Keep reading. There’s some great support coming.
My experience
This part of the article mentions Phil’s suicide and self-harm attempt. Discretion is advised over the next part. If you need, we have support resources linked on our crisis support page.
I’m a reforming people-pleaser.
I learned early that being accepted, feeling safe and loved often meant editing myself. Curiosity was welcome in school but sometimes punished at home—especially when it made others uncomfortable. That punishment came as silence, rejection, or being hit.
Boarding school in regional Victoria in the early 1990s only deepened that lesson. I was different: sensitive, smart, uninterested in sport, and desperately trying to hide my sexuality. I was bullied, beaten, watched, judged. I tried to take my own life to make it stop.
I was grateful that there were some adults who saw what was happening, alerted my parents, and I got some support. The support helped, but the thing that really helped me get through the endless, tortuous days was becoming so pleasingly nice and friendly.
Perfection and pleasantness became my armour. It worked. The bullying and tormenting stopped when they realised that there was no joy to be had when targeting someone who was so relentlessly nice (I also developed a savage tongue, so that I could verbally eviscerate someone targeting me also made people pause for thought before taking me on). This strategy worked for such a long time. I received good attention – and not the stonewalling and silence I dreaded – when I made people happy and did the right thing. I made great friends at university and in the workplace with my enduring and eternal niceness. I met a wonderful woman; we got married and had two wonderful children together.

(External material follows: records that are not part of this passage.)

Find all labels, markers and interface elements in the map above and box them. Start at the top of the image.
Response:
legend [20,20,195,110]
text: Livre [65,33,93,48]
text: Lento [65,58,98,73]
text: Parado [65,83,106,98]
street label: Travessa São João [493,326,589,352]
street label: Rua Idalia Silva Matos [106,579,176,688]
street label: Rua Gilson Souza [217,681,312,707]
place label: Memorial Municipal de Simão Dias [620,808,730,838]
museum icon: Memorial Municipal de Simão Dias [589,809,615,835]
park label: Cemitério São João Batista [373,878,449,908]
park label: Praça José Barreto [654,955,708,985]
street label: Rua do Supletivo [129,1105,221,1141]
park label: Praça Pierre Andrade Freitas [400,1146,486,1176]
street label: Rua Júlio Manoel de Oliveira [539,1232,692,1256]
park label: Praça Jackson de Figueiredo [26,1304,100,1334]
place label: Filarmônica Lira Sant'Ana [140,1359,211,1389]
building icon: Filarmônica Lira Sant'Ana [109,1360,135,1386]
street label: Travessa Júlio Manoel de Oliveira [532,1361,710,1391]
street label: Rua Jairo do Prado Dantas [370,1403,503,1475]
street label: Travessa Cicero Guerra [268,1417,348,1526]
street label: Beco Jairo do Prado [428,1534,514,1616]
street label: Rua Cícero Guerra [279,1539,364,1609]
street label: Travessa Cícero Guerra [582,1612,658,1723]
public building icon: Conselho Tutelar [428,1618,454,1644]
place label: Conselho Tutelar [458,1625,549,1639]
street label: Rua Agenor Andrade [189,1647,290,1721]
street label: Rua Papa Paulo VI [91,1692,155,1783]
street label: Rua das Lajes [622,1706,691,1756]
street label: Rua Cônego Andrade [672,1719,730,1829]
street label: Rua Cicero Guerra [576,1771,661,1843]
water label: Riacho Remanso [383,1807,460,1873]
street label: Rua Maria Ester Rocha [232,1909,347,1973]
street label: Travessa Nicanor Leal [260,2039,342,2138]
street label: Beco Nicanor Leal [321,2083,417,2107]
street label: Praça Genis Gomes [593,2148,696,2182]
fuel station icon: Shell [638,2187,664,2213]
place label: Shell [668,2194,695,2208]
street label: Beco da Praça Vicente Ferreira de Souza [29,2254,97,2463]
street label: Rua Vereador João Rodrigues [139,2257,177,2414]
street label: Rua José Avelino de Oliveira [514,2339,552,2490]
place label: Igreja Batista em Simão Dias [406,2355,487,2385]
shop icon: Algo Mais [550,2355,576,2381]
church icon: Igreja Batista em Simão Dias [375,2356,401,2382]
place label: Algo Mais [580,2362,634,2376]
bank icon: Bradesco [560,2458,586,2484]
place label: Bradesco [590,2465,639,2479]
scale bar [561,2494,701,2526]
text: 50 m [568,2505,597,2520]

At work, I was promoted and given all sorts of opportunities because I have the great ability to say the right thing to the right person at the right time to affect the right outcome.
Indeed, the profession of diplomacy is built upon people who have that skill.
After a great run of being my default strategy for connecting with the world around me, people-pleasing’s effectiveness started to falter. Just like we do when the car starts to lose power, I pumped the accelerator hoping that doubling down on the niceness would spark things back to how they were.
I was paying the price for all this niceness. I was experiencing a deep loneliness. I was being nice in the service of my own insecurities. I was cunningly manipulating others into social contracts. I would be devastated and fall into a deep shame storm when they did not abide by their end of the unspoken, secret social contract that I had entered them into.
The absence of any sense of worthiness for love and belonging as I was – whatever that looked like – meant that any connection went to Mr Nice Phil, not Phil.
I was terrified of not being so nice when confronted with what I’d been doing (by Mike Campbell in his coaching program).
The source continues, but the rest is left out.